Supplied data Block Start

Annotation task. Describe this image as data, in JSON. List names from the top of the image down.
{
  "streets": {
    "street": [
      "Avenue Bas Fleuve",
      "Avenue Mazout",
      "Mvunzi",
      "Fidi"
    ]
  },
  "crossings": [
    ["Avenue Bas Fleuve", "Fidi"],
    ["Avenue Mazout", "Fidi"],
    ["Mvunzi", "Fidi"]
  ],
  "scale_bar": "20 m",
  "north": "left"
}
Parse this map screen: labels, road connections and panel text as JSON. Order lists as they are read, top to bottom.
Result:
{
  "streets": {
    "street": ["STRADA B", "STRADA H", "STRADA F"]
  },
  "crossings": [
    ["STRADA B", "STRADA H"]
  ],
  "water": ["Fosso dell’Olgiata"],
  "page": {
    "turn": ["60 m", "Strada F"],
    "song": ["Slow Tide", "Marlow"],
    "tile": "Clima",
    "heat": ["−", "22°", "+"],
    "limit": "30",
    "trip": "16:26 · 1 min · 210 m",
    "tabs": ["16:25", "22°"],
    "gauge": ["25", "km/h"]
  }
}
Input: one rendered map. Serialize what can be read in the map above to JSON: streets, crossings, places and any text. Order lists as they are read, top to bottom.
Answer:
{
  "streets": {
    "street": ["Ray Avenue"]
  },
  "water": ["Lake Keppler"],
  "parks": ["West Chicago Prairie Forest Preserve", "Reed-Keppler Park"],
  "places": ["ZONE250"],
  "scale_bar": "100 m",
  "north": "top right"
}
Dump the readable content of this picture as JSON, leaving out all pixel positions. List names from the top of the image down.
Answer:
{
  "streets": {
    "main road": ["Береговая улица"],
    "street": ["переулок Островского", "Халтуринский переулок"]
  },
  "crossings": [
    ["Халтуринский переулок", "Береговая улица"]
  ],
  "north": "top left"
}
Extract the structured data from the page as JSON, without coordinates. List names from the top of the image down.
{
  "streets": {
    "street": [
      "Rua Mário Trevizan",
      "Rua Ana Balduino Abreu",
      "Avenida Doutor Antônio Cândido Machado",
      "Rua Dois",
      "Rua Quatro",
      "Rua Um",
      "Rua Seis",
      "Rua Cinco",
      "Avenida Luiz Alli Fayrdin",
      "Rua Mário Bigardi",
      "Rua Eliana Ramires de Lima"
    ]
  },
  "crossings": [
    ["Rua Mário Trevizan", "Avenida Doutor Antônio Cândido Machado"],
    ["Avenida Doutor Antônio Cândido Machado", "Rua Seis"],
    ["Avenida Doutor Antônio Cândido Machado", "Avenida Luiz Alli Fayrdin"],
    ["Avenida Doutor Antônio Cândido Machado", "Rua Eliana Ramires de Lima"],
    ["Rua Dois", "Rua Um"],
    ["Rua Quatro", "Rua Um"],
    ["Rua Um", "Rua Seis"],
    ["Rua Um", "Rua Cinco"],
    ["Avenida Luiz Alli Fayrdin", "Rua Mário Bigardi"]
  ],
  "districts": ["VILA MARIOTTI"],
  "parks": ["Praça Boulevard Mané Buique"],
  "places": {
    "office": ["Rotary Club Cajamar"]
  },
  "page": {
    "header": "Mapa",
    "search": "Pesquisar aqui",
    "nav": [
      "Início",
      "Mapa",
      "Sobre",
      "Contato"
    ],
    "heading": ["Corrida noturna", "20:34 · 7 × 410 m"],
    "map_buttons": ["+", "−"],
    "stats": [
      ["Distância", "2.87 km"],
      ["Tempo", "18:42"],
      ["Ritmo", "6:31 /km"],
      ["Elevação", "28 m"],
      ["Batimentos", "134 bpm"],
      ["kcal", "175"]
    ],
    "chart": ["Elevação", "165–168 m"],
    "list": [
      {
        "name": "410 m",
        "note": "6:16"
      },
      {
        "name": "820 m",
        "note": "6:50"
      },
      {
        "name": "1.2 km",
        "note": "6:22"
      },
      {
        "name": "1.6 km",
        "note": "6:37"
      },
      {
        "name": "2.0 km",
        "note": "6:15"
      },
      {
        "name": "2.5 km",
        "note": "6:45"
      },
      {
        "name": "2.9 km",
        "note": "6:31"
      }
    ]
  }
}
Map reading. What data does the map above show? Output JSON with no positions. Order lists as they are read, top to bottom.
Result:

Supplied data Block End

[Exercise description]: Repeat, word for word, the lines from the opening of the material through the line containing "Parse this map".

[Problem solution]:
Annotation task. Describe this image as data, in JSON. List names from the top of the image down.
{
  "streets": {
    "street": [
      "Avenue Bas Fleuve",
      "Avenue Mazout",
      "Mvunzi",
      "Fidi"
    ]
  },
  "crossings": [
    ["Avenue Bas Fleuve", "Fidi"],
    ["Avenue Mazout", "Fidi"],
    ["Mvunzi", "Fidi"]
  ],
  "scale_bar": "20 m",
  "north": "left"
}
Parse this map screen: labels, road connections and panel text as JSON. Order lists as they are read, top to bottom.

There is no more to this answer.